§ PROBLEM DETAILS
Restate word for word the lines beginning with the one that contains "Map reading. Serialize" and ending at the bottom of the records below, both included.

Content starts

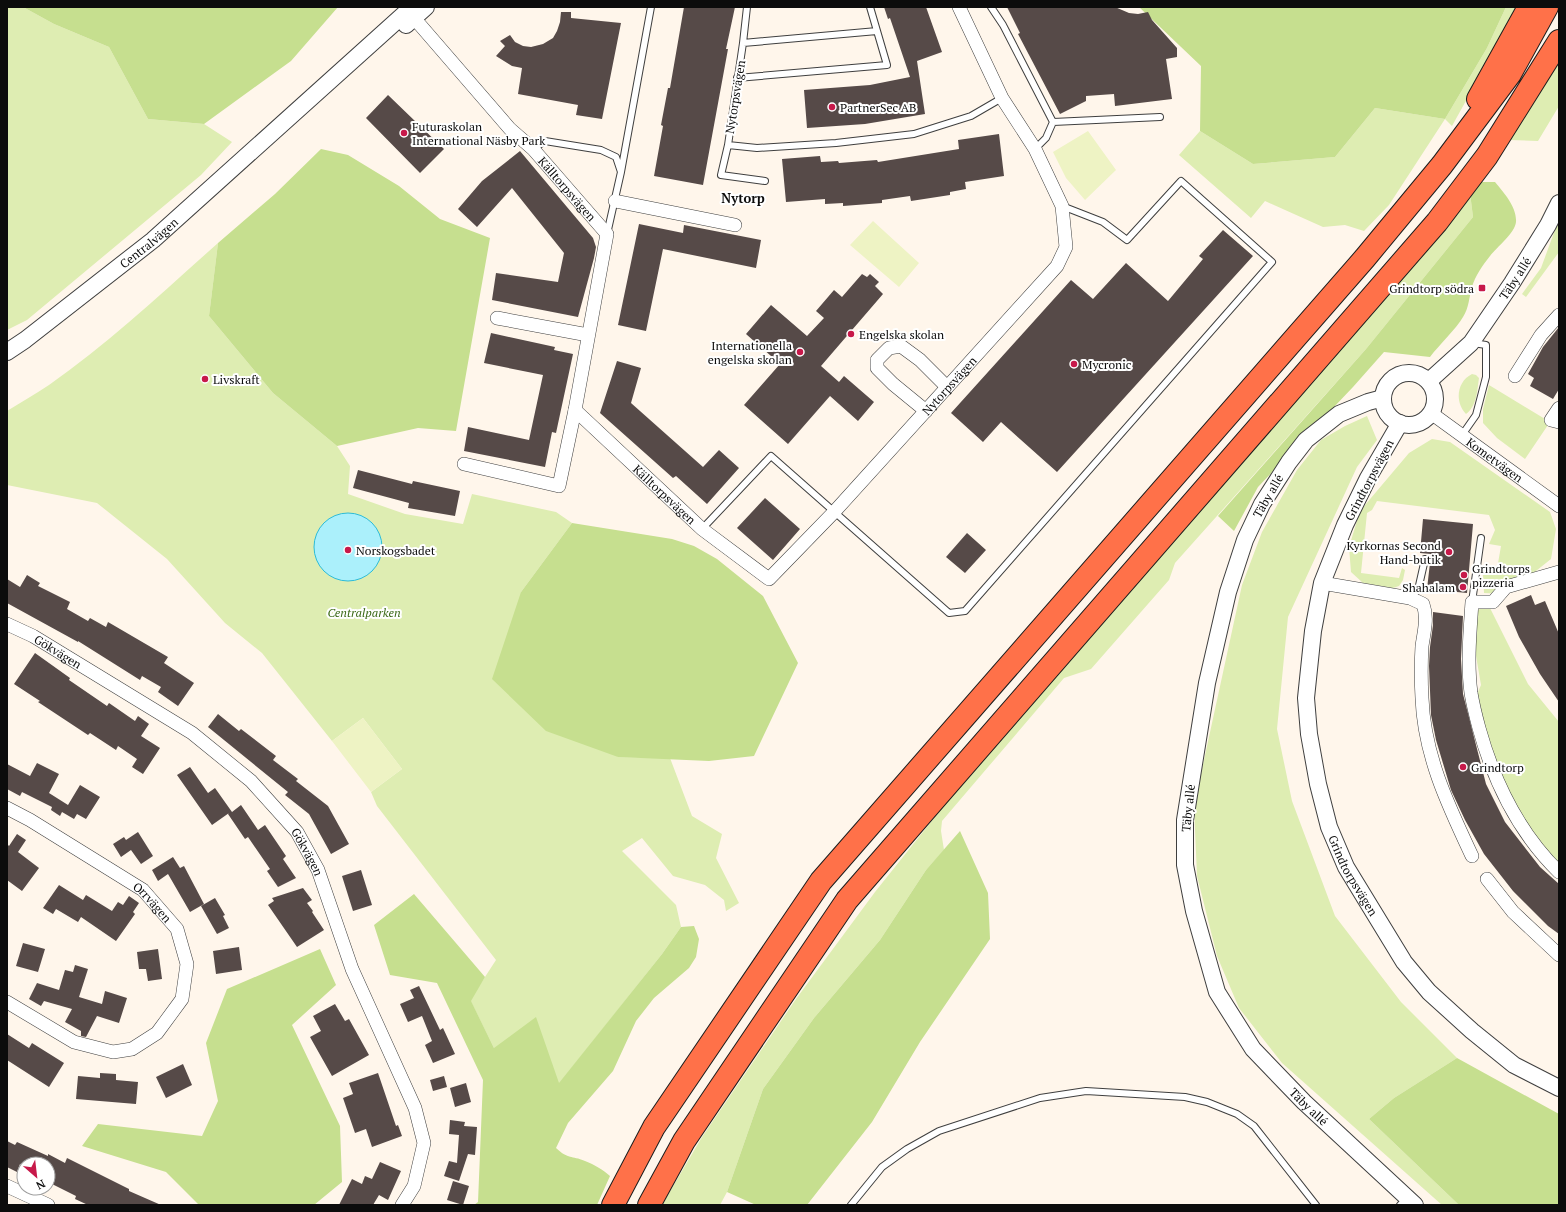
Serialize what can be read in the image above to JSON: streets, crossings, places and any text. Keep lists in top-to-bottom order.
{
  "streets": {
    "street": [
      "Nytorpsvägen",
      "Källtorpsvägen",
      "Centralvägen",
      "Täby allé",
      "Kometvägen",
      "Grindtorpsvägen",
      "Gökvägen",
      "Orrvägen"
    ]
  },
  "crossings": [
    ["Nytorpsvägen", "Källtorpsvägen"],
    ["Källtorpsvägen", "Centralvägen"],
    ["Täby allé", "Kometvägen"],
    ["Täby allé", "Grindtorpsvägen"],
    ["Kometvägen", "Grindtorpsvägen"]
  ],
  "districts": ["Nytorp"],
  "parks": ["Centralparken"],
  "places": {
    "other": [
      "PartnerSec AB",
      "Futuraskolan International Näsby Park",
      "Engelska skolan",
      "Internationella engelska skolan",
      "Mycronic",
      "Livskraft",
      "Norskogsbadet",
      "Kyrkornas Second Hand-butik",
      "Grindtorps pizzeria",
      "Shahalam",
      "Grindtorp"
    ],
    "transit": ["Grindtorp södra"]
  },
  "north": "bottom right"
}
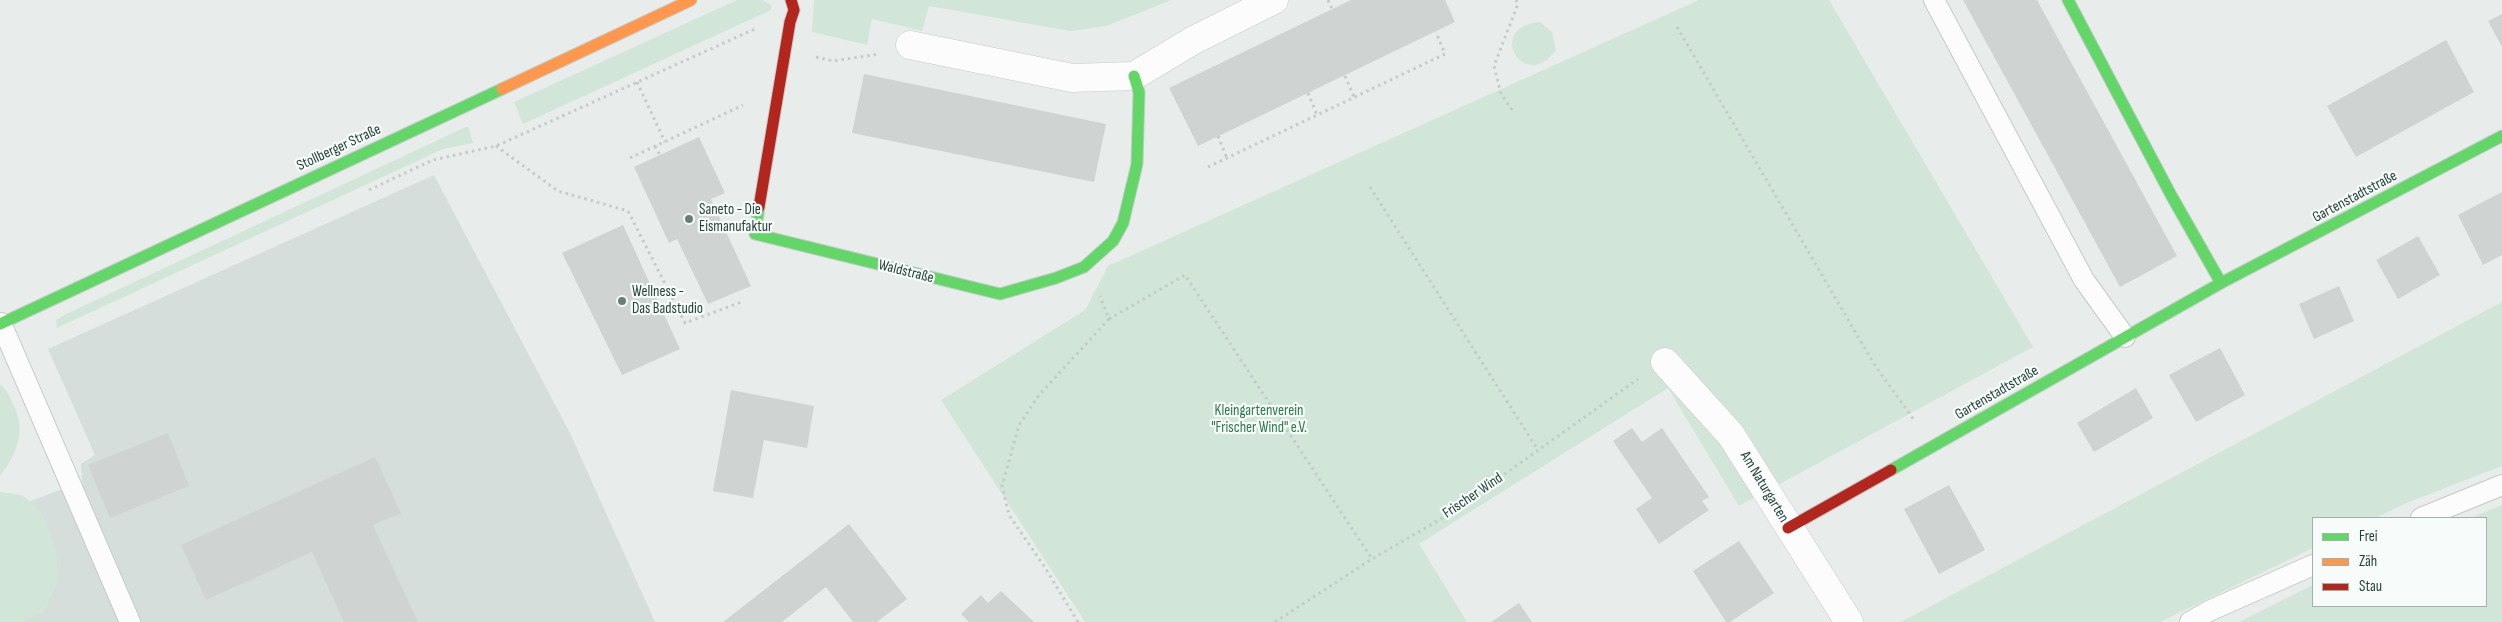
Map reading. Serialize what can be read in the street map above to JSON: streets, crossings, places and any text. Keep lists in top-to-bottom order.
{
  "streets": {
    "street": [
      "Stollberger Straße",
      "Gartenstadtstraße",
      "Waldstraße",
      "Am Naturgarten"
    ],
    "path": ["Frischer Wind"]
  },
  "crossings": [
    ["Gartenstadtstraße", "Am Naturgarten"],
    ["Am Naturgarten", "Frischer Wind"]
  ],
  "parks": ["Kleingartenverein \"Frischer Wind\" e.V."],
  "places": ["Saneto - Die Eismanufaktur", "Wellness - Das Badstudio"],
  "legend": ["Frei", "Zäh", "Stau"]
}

Content ends

§ OUTPUT
Map reading. Serialize what can be read in the street map above to JSON: streets, crossings, places and any text. Keep lists in top-to-bottom order.
{
  "streets": {
    "street": [
      "Stollberger Straße",
      "Gartenstadtstraße",
      "Waldstraße",
      "Am Naturgarten"
    ],
    "path": ["Frischer Wind"]
  },
  "crossings": [
    ["Gartenstadtstraße", "Am Naturgarten"],
    ["Am Naturgarten", "Frischer Wind"]
  ],
  "parks": ["Kleingartenverein \"Frischer Wind\" e.V."],
  "places": ["Saneto - Die Eismanufaktur", "Wellness - Das Badstudio"],
  "legend": ["Frei", "Zäh", "Stau"]
}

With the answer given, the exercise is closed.